[Start of Attachment]

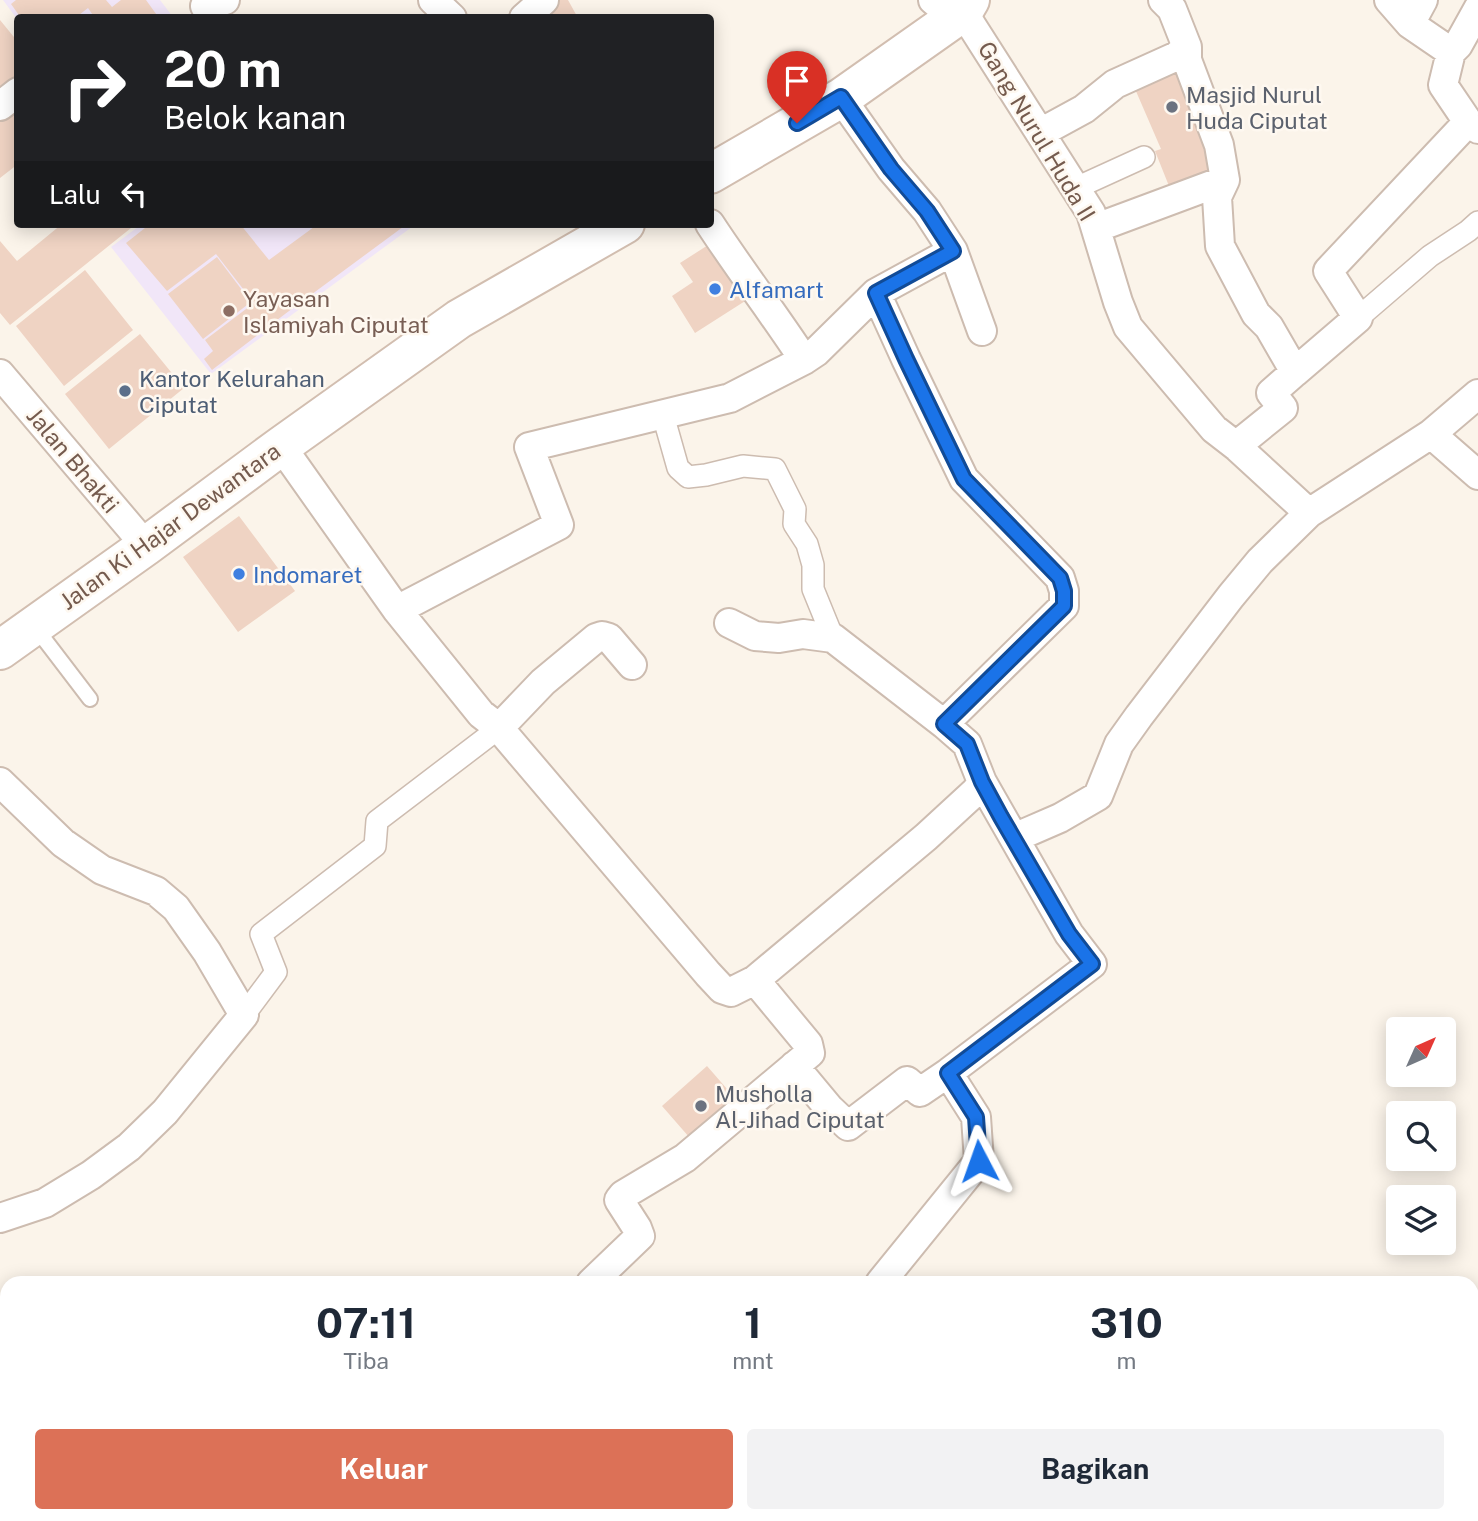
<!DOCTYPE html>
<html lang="id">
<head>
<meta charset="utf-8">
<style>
	:root { --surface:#fff; --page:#f2f2f3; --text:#1f2937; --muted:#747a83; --accent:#dc7157 }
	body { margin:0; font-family:"Public Sans",sans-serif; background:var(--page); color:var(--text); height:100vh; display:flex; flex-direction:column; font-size:26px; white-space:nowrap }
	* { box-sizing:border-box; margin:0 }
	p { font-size:23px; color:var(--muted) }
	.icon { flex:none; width:38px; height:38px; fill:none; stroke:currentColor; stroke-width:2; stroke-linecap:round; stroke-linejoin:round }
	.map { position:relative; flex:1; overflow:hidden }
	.details { position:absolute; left:0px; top:1276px; width:1479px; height:247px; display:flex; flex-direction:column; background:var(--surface); border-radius:21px 21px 0 0; box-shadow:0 4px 18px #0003 }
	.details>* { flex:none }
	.banner { position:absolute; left:14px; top:14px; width:700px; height:214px; border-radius:7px; box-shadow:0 4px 18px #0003; background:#202124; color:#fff; overflow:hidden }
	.needle { width:46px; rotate:45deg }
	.fabs { position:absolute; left:1386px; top:1017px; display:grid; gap:14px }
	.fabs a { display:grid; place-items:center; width:70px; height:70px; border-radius:7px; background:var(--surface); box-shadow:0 4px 18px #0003; font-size:35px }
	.pin { position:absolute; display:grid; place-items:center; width:60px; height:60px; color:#fff; margin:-72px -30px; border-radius:50% 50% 50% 0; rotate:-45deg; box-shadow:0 0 7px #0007 }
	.pin .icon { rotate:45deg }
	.me { position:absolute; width:77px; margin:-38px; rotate:356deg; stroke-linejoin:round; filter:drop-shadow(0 0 5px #0008) }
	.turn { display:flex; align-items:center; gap:24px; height:147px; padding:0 35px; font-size:32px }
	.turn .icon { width:91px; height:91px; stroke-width:2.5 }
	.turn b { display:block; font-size:49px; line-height:60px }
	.then { display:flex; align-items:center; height:66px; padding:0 35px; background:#0003; gap:14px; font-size:26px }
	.eta { display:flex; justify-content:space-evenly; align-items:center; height:119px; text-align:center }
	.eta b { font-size:42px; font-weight:700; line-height:49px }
	.action { display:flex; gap:14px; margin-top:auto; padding:14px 35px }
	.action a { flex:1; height:80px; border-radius:7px; background:var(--accent); color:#fff; font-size:28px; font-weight:700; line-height:80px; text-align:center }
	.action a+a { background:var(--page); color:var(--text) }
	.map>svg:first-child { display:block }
	.education { fill:#f1e6f8 }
	.building { fill:#efd3c3 }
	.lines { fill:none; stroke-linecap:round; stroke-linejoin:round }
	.service-casing { stroke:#cdbcb0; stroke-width:18 }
	.pedestrian-casing { stroke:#cdbcb0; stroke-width:24 }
	.minor-casing { stroke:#cdbcb0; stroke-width:32 }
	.secondary-casing { stroke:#d2beb0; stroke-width:42 }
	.service { stroke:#fff; stroke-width:14 }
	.pedestrian { stroke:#fff; stroke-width:21 }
	.minor { stroke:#fff; stroke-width:28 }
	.secondary { stroke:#fff; stroke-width:38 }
	.route-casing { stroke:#114b97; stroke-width:18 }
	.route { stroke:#1a73e8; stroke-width:12 }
	.worship-dot { fill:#6b7280; stroke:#fef8f0; stroke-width:2.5 }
	.shop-dot { fill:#3f7fe0; stroke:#fef8f0; stroke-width:2.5 }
	.education-dot { fill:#8d6e63; stroke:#fef8f0; stroke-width:2.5 }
	.service-dot { fill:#5c6f8a; stroke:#fef8f0; stroke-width:2.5 }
	.labels { text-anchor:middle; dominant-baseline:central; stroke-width:5; stroke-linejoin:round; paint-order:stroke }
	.worship-label { font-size:23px; fill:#5b616d; stroke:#fef8f0; text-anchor:start }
	.street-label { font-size:23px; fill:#755b4e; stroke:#fef8f0 }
	.shop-label { font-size:23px; fill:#366cbe; stroke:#fef8f0; text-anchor:start }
	.education-label { font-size:23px; fill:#785e54; stroke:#fef8f0; text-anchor:start }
	.service-label { font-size:23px; fill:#4e5e75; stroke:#fef8f0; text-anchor:start }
</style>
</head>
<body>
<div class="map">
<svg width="1478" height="1521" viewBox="0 0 1478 1521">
	<rect width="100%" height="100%" fill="#fbf4ea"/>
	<!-- education -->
	<path class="education" d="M3,0H160L173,17L18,18L17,19Z
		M142,224H416L211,374L111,247Z"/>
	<!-- building -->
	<path class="building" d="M16,0H106L112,7L121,0H146L159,18H95L88,8L75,18H21L11,4Z
		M560,0H568L578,18H529Z
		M0,20L18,42V82L0,96Z
		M1182,60L1221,175L1173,196L1155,151L1161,149L1132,82Z
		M18,103V164L0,178V118Z
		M62,224H136L10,325L0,313V241L17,261Z
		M150,224H240L269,260L318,224H407L285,314L212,370L204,359L213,351L205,340L254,303L216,254L167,291L126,243Z
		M716,240L753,296L695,333L672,296L693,282L680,263Z
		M217,257L251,302L203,339L168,294Z
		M85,270L133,330L64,386L16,326Z
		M140,334L184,388L109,449L65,394Z
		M239,516L295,591L238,632L183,557Z
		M707,1066L741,1105L696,1145L662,1106Z
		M0,1407L7,1416V1470L0,1476Z"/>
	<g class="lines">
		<!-- service casing -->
		<g class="service-casing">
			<path id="service" d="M35,627L90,699
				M190,1521L200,1516"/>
		</g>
		<!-- pedestrian casing -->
		<g class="pedestrian-casing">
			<path id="pedestrian" d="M1076,188L1144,157
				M1358,318L1430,256L1468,231L1478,222
				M663,415L678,468L688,477L706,475L743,466L775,469L795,509L794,524L807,544L813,565V589L833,638
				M244,1015L276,972L261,934L375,846L377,821L499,728"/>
		</g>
		<!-- minor casing -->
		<g class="minor-casing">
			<path id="minor" d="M433,0L452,18
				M933,0L945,10V24
				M1389,0L1410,24L1451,52L1443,85L1468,122L1478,129
				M205,6L225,0
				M963,12L1091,213L1118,302L1128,327L1214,429L1236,446L1309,513L1431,434L1478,475
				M524,18L544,0
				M1410,24L1423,0
				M1451,52L1458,45L1478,9
				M841,98L891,169L927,211L953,251L982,331
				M0,106L18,92
				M1040,133L1084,109L1115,84L1177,56L1187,47
				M1225,180L1217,197L1220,246L1256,314L1269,327L1295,372L1271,393L1283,408L1236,446
				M710,224C740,270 774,314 804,360
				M1096,228L1225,180L1219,145L1187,60V47L1172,9L1163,0
				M876,293L906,359L964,479L1060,578L1064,591V606L944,724
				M1295,372L1358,318L1328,271L1468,122
				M0,374L146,546
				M1431,434L1478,394
				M281,446L397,610L481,714L499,728L708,974L722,989L731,992L755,980L926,837L976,791L982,782L967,744L944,724L833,638L803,634L779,638L755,636L729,623
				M397,610L559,525L529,447L730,398L804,360L816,352L876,293L953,251
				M499,728L543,682L596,638L602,636L609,638L632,665
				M0,782L63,843L102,870L156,891L176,908L207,952L244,1015L165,1112L129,1147L91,1175L45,1203L0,1218
				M982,782L1014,838L1060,818L1098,796L1119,744L1139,716L1231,596L1260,561L1309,513
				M794,1066L829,1108L848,1126L907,1081L920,1092L948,1073L1092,964L1069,934L1014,838
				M591,1283L640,1236L637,1228L619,1200L623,1195L685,1158L810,1053L808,1044L755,980
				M880,1283L979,1161L976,1117L948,1073
				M268,1516L272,1521
				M543,1521L548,1516"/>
		</g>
		<!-- secondary casing -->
		<g class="secondary-casing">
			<path id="secondary" d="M710,174L841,98L963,12L970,0
				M0,650L146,546L281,446L459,319L625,224"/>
		</g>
		<!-- service -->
		<use href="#service" class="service"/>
		<!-- pedestrian -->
		<use href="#pedestrian" class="pedestrian"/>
		<!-- minor -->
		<use href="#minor" class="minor"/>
		<!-- secondary -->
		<use href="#secondary" class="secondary"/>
	</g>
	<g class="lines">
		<!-- route casing -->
		<g class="route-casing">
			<path id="route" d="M797,123L841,97L891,169L927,211L953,251L876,293L906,359L964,479L1060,578L1064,591V606L944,724L967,744L982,782L1001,817L1069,934L1092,964L948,1073L976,1117L979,1161"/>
		</g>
		<!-- route -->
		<use href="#route" class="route"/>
	</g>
	<!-- markers -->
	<g class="worship-dot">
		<circle cx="1172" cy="107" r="7"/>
		<circle cx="701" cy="1106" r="7"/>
	</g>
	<g class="shop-dot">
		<circle cx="715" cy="289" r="7"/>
		<circle cx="239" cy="574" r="7"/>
	</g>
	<circle class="education-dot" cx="229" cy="311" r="7"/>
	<circle class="service-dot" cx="125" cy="391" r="7"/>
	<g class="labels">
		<!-- worship labels -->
		<g class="worship-label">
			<text x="1186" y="94">Masjid Nurul<tspan x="1186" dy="26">Huda Ciputat</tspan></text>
			<text x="715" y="1093">Musholla<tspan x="715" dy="26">Al-Jihad Ciputat</tspan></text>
		</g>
		<!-- street labels -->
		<g class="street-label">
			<text transform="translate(1037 131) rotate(59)">Gang Nurul Huda II</text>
			<text transform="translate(73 460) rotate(50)">Jalan Bhakti</text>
			<text transform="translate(170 526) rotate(-36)">Jalan Ki Hajar Dewantara</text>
		</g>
		<!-- shop labels -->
		<g class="shop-label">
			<text x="729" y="289">Alfamart</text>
			<text x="253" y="574">Indomaret</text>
		</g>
		<!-- education labels -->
		<g class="education-label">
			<text x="243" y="298">Yayasan<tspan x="243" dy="26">Islamiyah Ciputat</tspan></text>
		</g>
		<!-- service labels -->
		<g class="service-label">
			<text x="139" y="378">Kantor Kelurahan<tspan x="139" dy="26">Ciputat</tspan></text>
		</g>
	</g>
</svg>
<div class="fabs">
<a><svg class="needle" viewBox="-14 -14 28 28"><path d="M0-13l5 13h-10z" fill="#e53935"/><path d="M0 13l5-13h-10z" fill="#747a83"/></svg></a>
<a><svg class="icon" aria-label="search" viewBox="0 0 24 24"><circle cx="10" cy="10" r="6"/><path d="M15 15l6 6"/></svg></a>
<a><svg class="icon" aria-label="layers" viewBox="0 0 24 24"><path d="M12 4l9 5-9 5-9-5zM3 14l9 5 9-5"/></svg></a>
</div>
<div class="pin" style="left:797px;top:123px;background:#d93025"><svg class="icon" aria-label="arrive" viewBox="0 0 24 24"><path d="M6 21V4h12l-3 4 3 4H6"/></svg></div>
<svg class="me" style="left:979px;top:1161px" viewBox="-20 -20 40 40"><path d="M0-17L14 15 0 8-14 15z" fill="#1a73e8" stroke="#fff" stroke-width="4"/></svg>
<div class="banner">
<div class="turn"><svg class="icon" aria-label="right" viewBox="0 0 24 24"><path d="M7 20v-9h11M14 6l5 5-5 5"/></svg><div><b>20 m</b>Belok kanan</div></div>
<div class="then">Lalu<svg class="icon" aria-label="left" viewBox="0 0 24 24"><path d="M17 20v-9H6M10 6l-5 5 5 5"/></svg></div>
</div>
<section class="details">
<div class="eta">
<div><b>07:11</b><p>Tiba</p></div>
<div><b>1</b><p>mnt</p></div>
<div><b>310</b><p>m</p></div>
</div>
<div class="action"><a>Keluar</a><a>Bagikan</a></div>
</section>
</div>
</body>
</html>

[End of Attachment]

- YOUR OBJECTIVE:
For every line of the material above that contains the word "align", show the line.

- ANSWER FOR THE TASK:
	.turn { display:flex; align-items:center; gap:24px; height:147px; padding:0 35px; font-size:32px }
	.then { display:flex; align-items:center; height:66px; padding:0 35px; background:#0003; gap:14px; font-size:26px }
	.eta { display:flex; justify-content:space-evenly; align-items:center; height:119px; text-align:center }
	.action a { flex:1; height:80px; border-radius:7px; background:var(--accent); color:#fff; font-size:28px; font-weight:700; line-height:80px; text-align:center }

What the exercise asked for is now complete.